Stored data:

━━━━━━━━━━━━━━━━━━━━━━━━━━━━━━

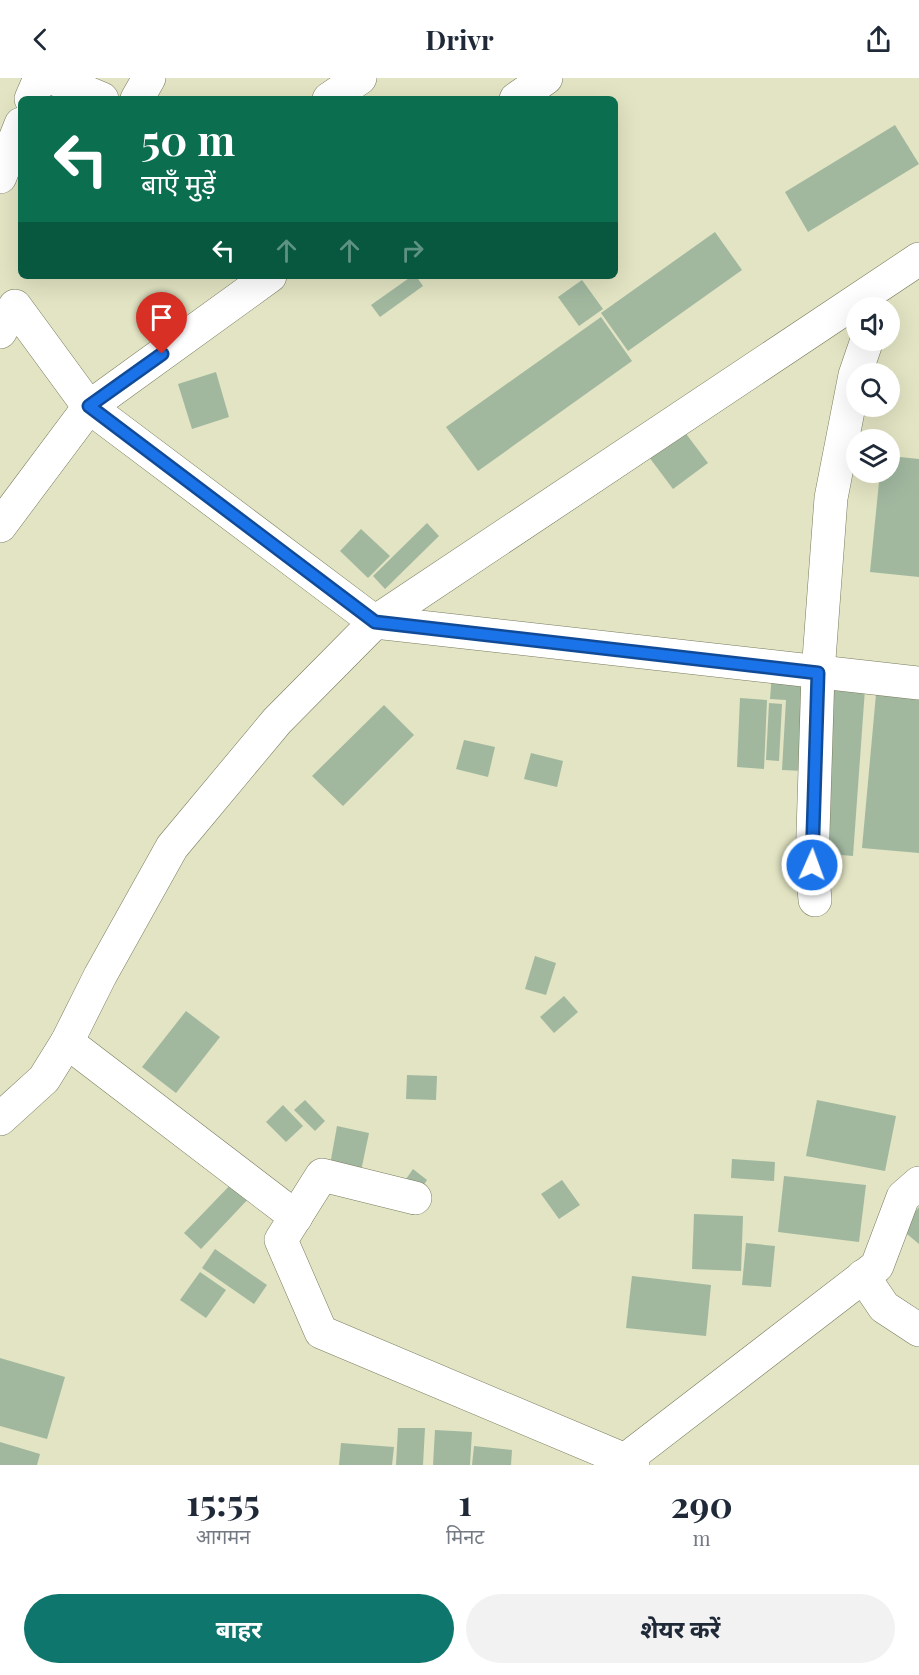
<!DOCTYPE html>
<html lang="hi">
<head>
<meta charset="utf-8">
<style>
  body { margin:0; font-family:"Playfair Display","Noto Sans Devanagari",serif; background:#f2f2f3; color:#1f2937; height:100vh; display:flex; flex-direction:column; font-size:22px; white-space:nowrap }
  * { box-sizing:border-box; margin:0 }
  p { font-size:20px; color:#747a83 }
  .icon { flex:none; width:33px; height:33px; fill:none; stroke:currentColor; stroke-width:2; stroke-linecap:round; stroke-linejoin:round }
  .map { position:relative; height:1387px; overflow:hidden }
  .sheet { display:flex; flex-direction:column; background:#fff; flex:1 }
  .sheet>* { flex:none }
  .top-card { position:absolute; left:18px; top:18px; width:600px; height:183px; border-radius:9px; box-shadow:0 6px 24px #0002; background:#0b6e4f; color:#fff; overflow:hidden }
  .buttons { position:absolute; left:846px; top:219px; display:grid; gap:12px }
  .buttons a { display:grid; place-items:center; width:54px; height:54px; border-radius:50%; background:#fff; box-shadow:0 6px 24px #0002; font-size:30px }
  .pin { position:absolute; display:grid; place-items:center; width:51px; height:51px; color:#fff; margin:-62px -26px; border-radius:50% 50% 50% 0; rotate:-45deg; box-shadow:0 0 6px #0007 }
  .pin .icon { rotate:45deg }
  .me { position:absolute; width:66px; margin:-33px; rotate:2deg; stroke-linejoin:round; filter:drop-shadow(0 0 4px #0008) }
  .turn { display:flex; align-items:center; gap:21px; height:126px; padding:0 24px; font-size:27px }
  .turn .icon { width:78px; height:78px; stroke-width:2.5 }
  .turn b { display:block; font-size:42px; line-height:51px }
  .lanes { display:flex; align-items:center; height:57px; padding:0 24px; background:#0003; justify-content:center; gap:30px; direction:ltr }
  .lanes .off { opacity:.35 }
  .eta { display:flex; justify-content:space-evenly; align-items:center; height:102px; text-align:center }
  .eta b { font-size:36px; font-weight:700; line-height:42px }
  .cta { display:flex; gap:12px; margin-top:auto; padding:12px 24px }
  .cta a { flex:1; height:69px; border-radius:36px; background:#0f766e; color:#fff; font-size:24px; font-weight:700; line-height:69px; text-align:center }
  .cta a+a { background:#f2f2f3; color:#1f2937 }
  header { display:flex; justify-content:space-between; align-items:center; height:78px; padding:0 24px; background:#fff; font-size:27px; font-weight:700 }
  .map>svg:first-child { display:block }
  .building { fill:#a1b89f }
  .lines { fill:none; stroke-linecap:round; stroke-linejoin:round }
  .minor-casing { stroke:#797b5d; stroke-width:34 }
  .minor { stroke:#fff; stroke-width:33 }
  .route-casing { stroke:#114b97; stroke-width:15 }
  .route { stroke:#1a73e8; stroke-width:10 }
</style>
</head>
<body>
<header><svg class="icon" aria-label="back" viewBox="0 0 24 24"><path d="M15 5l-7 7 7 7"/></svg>Drivr<svg class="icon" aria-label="share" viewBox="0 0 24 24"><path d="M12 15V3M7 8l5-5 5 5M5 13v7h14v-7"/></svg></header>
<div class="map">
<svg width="919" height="1387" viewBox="0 0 919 1387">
  <rect width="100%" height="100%" fill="#e2e4c3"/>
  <g class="building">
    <path d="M895,47L919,86L808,154L785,114Z"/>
    <path d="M715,154L742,192L628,273L601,235Z"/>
    <path d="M412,198H416L423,208L380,239L371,227Z"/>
    <path d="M582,202L603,231L579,248L558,219Z"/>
    <path d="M601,239L632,283L478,393L446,349Z"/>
    <path d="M216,294L229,339L192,351L178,306Z"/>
    <path d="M678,345L708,385L673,411L643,371Z"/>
    <path d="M890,378L919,381V499L870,494L880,394H890Z"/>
    <path d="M427,445L439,458L385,511L373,498Z"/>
    <path d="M361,451L390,478L368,500L340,473Z"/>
    <path d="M772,595L810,597L804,693L782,692L786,622L770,621Z"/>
    <path d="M877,605L919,609V775L862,770Z"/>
    <path d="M829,608L865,611L853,778L817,775Z"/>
    <path d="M740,620L767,622L764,691L737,689Z"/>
    <path d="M769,625L782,626L779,683L766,682Z"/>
    <path d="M384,627L414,657L343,728L312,698Z"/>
    <path d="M464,662L495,669L488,699L456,691Z"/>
    <path d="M531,675L563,683L557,709L524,701Z"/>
    <path d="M535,878L556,885L546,917L525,911Z"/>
    <path d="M564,918L578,934L554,955L540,939Z"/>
    <path d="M186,933L220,959L176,1015L142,989Z"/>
    <path d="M407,997L437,998L436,1022L406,1021Z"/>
    <path d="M305,1022L325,1043L315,1053L294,1032Z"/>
    <path d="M817,1022L896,1038L885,1093L806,1078Z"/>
    <path d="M283,1027L303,1048L286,1064L266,1044Z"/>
    <path d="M337,1048L369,1055L361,1093L330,1087Z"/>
    <path d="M732,1081L775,1084L774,1103L731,1100Z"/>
    <path d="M413,1091L427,1102L417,1117L402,1107Z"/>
    <path d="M784,1098L866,1107L859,1164L778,1154Z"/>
    <path d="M235,1102L251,1118L201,1171L184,1155Z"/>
    <path d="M562,1102L580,1127L559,1141L541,1116Z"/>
    <path d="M919,1129V1166L901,1151Z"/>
    <path d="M694,1136L743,1138L741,1193L692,1191Z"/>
    <path d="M746,1165L775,1168L771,1209L742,1207Z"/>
    <path d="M215,1171L267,1207L254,1226L202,1190Z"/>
    <path d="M200,1194L226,1212L206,1240L180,1222Z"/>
    <path d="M632,1198L711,1207L706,1258L626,1250Z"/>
    <path d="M0,1280L65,1299L47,1361L0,1348Z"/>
    <path d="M398,1350H425L423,1387H396Z"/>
    <path d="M435,1352L472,1354L470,1387H433Z"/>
    <path d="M0,1364L40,1376L37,1387H0Z"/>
    <path d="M341,1365L394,1369L392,1387H339Z"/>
    <path d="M474,1368L512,1372L511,1387H472Z"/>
  </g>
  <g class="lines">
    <defs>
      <g id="minor">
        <path d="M53,0L102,21"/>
        <path d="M31,21L40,0"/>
        <path d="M137,21L149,0"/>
        <path d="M329,21L360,0"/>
        <path d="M516,21L546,0"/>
        <path d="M0,99L21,46"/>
        <path d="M0,254L15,228L89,329L375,544L919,605"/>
        <path d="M0,448L89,329L270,198"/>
        <path d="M815,822L812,787L818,595L831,420L855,297L867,262"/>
        <path d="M67,964L296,1139"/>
        <path d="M0,1041L44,1001L67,964L100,898L172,769L277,643L375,544L919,181"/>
        <path d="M415,1120L322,1097L281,1162L321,1254L625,1382"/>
        <path d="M863,1198L884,1229L919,1252"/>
        <path d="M633,1387L625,1382L877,1188L903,1119L919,1105"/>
      </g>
    </defs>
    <use href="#minor" class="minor-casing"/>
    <use href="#minor" class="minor"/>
  </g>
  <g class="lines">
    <defs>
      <path id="route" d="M162,276L89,328L375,544L818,595L812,787"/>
    </defs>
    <use href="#route" class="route-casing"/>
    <use href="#route" class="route"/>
  </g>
</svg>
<div class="buttons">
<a><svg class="icon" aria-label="sound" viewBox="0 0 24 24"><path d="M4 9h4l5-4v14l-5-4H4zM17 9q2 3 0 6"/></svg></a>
<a><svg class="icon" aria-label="search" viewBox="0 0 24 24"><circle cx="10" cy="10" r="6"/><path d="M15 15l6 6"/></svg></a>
<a><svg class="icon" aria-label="layers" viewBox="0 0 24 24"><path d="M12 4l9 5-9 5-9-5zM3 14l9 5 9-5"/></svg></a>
</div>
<div class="pin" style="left:162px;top:276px;background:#d93025"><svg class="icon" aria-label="arrive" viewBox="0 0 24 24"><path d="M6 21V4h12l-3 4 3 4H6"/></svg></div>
<svg class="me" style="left:812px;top:787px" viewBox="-20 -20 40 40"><circle r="17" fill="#1a73e8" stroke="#fff" stroke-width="3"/><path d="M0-11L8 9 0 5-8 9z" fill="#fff"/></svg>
<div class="top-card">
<div class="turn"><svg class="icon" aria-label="left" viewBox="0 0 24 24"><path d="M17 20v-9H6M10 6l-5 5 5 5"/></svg><div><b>50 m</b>बाएँ मुड़ें</div></div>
<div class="lanes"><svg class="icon" aria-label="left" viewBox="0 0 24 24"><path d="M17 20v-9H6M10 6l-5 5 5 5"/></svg><svg class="icon off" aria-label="ahead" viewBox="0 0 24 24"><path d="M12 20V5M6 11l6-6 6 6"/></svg><svg class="icon off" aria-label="ahead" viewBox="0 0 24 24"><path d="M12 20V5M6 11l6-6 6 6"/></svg><svg class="icon off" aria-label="right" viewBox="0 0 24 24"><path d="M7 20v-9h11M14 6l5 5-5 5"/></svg></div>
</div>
</div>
<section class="sheet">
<div class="eta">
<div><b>15:55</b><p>आगमन</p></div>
<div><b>1</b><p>मिनट</p></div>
<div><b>290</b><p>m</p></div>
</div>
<div class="cta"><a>बाहर</a><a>शेयर करें</a></div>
</section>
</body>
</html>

━━━━━━━━━━━━━━━━━━━━━━━━━━━━━━

## Directions
What you return should be only the exact lines from the top of the entries through the line with "position:absolute; left:846px; top:219px;", minus the pictures.

## Exercise solution
<!DOCTYPE html>
<html lang="hi">
<head>
<meta charset="utf-8">
<style>
  body { margin:0; font-family:"Playfair Display","Noto Sans Devanagari",serif; background:#f2f2f3; color:#1f2937; height:100vh; display:flex; flex-direction:column; font-size:22px; white-space:nowrap }
  * { box-sizing:border-box; margin:0 }
  p { font-size:20px; color:#747a83 }
  .icon { flex:none; width:33px; height:33px; fill:none; stroke:currentColor; stroke-width:2; stroke-linecap:round; stroke-linejoin:round }
  .map { position:relative; height:1387px; overflow:hidden }
  .sheet { display:flex; flex-direction:column; background:#fff; flex:1 }
  .sheet>* { flex:none }
  .top-card { position:absolute; left:18px; top:18px; width:600px; height:183px; border-radius:9px; box-shadow:0 6px 24px #0002; background:#0b6e4f; color:#fff; overflow:hidden }
  .buttons { position:absolute; left:846px; top:219px; display:grid; gap:12px }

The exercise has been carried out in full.